The problem specified *declares* the words we're counting are ASCII: > ASCII: it...

codeflo · on July 24, 2022

>> ASCII: it’s okay to only support ASCII for the whitespace handling and lowercase operation

That's a somewhat specific list -- at least I didn't read that as a general "the program can assume that the input is only ASCII".

But then, the author seems to have accepted solutions that crash on non-UTF8 sequences and ones that byte-compare them, so probably either behavior was meant to be fine. I just don't get that from this rule.

anonymoushn · on July 24, 2022

> That's a somewhat specific list -- at least I didn't read that as a general "the program can assume that the input is only ASCII".

I don't think it assumes the input is only ASCII. If the problem is "given UTF-8 text, split on ASCII whitespace and convert ASCII uppercase letters to lowercase," you can do that correctly (and produce correct UTF-8 output) without really being UTF-8 aware. For why, see here: https://en.wikipedia.org/wiki/UTF-8#Encoding

> But then, the author seems to have accepted solutions that crash on non-UTF8 sequences and ones that byte-compare them, so probably either behavior was meant to be fine. I just don't get that from this rule.

That's a separate concern right? The rules are only about the behavior when the program is given UTF-8 input.

nerdponx · on July 25, 2022

The issue is that this is a weird requirement. I have seen real world data sets that had all manner of exotic whitespace like nonbreaking spaces and vertical tabs peppered throughout, so I am sympathetic. But this situation isn't common.

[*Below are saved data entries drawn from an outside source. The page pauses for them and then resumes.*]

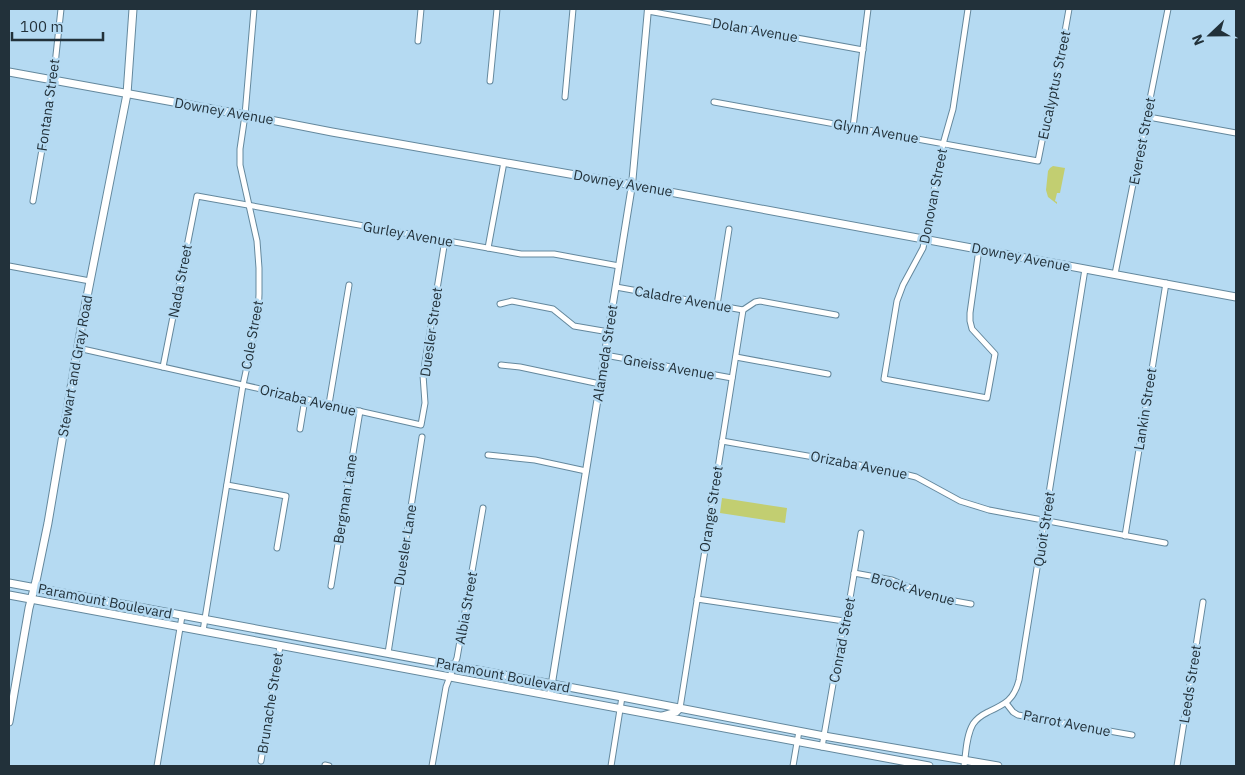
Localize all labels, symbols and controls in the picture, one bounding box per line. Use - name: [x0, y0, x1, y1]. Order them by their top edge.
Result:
- scale bar: [12, 10, 104, 42]
- north arrow: [1185, 10, 1235, 60]
- street label: Dolan Avenue: [711, 14, 799, 46]
- text: 100 m: [20, 17, 64, 36]
- street label: Eucalyptus Street: [1034, 29, 1074, 141]
- text: N: [1188, 32, 1208, 48]
- street label: Fontana Street: [33, 58, 63, 152]
- street label: Downey Avenue: [173, 93, 275, 129]
- street label: Everest Street: [1125, 96, 1159, 186]
- street label: Glynn Avenue: [832, 115, 920, 147]
- street label: Donovan Street: [915, 147, 951, 245]
- street label: Downey Avenue: [572, 165, 674, 201]
- street label: Gurley Avenue: [361, 217, 455, 251]
- street label: Downey Avenue: [970, 239, 1072, 275]
- street label: Nada Street: [164, 243, 196, 319]
- street label: Caladre Avenue: [633, 282, 733, 316]
- street label: Duesler Street: [416, 286, 446, 378]
- street label: Stewart and Gray Road: [54, 294, 96, 438]
- street label: Cole Street: [237, 299, 267, 371]
- street label: Alameda Street: [588, 303, 622, 403]
- street label: Gneiss Avenue: [622, 350, 716, 384]
- street label: Lankin Street: [1130, 367, 1160, 451]
- street label: Orizaba Avenue: [258, 380, 358, 420]
- street label: Orizaba Avenue: [809, 447, 909, 483]
- street label: Bergman Lane: [329, 453, 361, 545]
- street label: Orange Street: [695, 464, 727, 553]
- street label: Quoit Street: [1029, 490, 1059, 568]
- street label: Duesler Lane: [390, 503, 420, 587]
- street label: Brock Avenue: [869, 568, 957, 610]
- street label: Albia Street: [451, 570, 481, 646]
- street label: Paramount Boulevard: [36, 579, 174, 623]
- street label: Conrad Street: [825, 596, 859, 684]
- street label: Leeds Street: [1175, 644, 1205, 724]
- street label: Brunache Street: [253, 651, 287, 755]
- street label: Paramount Boulevard: [434, 653, 572, 697]
- street label: Parrot Avenue: [1022, 706, 1113, 740]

That said, for a CLI program like this, usually approximate results are good enough anyway. And realistically, most text should use ASCII whitespace for pretty much all text.

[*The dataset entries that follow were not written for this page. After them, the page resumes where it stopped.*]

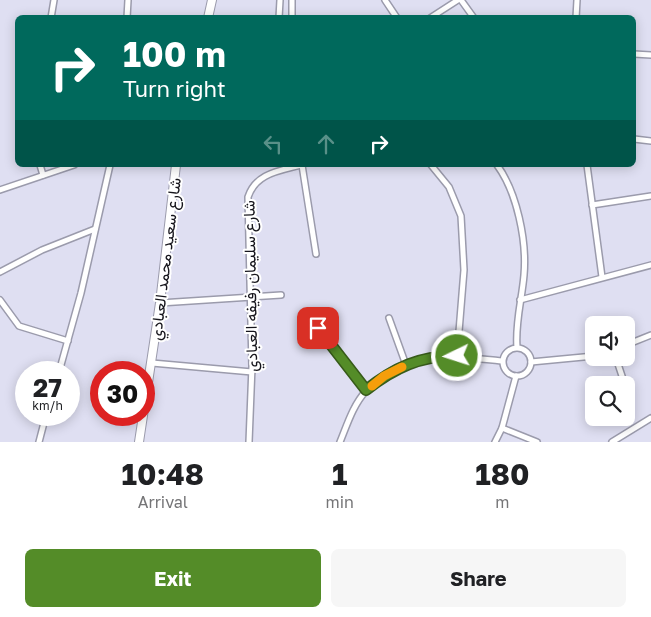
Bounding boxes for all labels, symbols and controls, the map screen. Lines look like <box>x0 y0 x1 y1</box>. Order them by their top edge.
text: 100 m <box>123 33 226 75</box>
icon: right <box>40 35 105 100</box>
text: Turn right <box>123 75 226 102</box>
icon: left <box>259 130 287 158</box>
icon: ahead <box>312 130 340 158</box>
icon: right <box>365 130 393 158</box>
street label: شارع سعيد محمد العبادي <box>145 177 189 342</box>
street label: شارع سليمان رفيفه العبادي <box>239 200 265 372</box>
pin <box>297 307 339 349</box>
icon: arrive <box>304 314 332 342</box>
map controls <box>585 316 635 426</box>
button: sound <box>585 316 635 366</box>
position arrow <box>430 329 482 381</box>
speed limit sign: 30 <box>90 361 155 426</box>
text: 27 <box>33 372 62 403</box>
button: search <box>585 376 635 426</box>
text: km/h <box>32 398 63 413</box>
text: 10:48 <box>122 456 204 492</box>
text: 1 <box>332 456 347 492</box>
text: 180 <box>475 456 529 492</box>
text: Arrival <box>138 492 188 512</box>
text: min <box>326 492 354 512</box>
text: m <box>495 492 509 512</box>
button: Exit <box>25 549 321 607</box>
button: Share <box>331 549 626 607</box>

anonymoushn · on July 25, 2022

It is a context-specific requirement, but "fully general lowercasing" would be an impossible requirement.

For e.g. Japanese text, I think you'd only have to add 1 or 2 characters to the set of whitespace characters. You also have to solve Japanese text segmentation, which is hard-to-impossible. If you want to canonicalize the words by transforming half-width katakana to full-width, transforming full-width romaji to ascii, etc., that's a lot of work, and which of those transformations are desired will be specific to the actual use of the program. If you want to canonicalize the text such that the same word written using kanji or using only hiragana end up in the same bucket, or that words that are written the same way in hiragana but written differently when using kanji end up in different buckets, or that names that are written the same way in kanji but written differently in hiragana end up in different buckets, or that loanwords incorrectly written using hiragana are bucketed with the katakana loanword, or that words written using katakana for emphasis are bucketed with the hiragana word (but katakana loanwords are not converted to hiragana and bucketed with the non-loanword that is made up of the same moras), well, that all sounds even more challenging than the hard-to-impossible problem you already had to solve to decide where words begin and end :)

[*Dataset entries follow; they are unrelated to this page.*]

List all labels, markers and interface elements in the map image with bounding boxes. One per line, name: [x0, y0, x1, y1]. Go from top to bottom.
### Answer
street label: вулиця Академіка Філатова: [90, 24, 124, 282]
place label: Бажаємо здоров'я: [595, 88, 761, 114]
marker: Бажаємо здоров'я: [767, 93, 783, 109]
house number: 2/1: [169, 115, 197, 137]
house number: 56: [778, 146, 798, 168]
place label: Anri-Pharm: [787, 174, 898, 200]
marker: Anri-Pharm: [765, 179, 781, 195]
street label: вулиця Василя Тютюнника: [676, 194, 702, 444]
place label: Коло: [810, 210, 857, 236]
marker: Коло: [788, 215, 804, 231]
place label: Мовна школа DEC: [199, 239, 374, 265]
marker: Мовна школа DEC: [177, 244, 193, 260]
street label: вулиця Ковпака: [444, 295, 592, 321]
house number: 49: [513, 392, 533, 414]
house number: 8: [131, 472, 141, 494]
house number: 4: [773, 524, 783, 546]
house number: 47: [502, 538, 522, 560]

Edit: One of the first concerns I mentioned, about full width romaji and half width katakana, and additionally concerns about diacritics, can be addressed using unicode normalization, so these things are pretty easy[0]. An issue you may still face after normalizing is that you may receive inputs that have incorrectly substituted tsu ツ for sokuon ッ (these are pronounced differently), because for example Japanese banking software commonly transmits people's names using a set of characters that does not include sokuon.

My point is that this is not just a hard problem but many different, incompatible problems, many of which are hard, and because of the incompatibilities you have to pick one and give up on the others. An English-speaking end user may not want their wordcount to perform full width romaji -> ascii conversion.

[0]: https://towardsdatascience.com/difference-between-nfd-nfc-nf...

nerdponx · on July 26, 2022

Great write up! However I should've clarified, I wasn't talking about word segmentation in general, only about expanding the universe of valid "whitespace" grapheme clusters (or even just codepoints) to include the various uncommon, exotic, and non-Western items.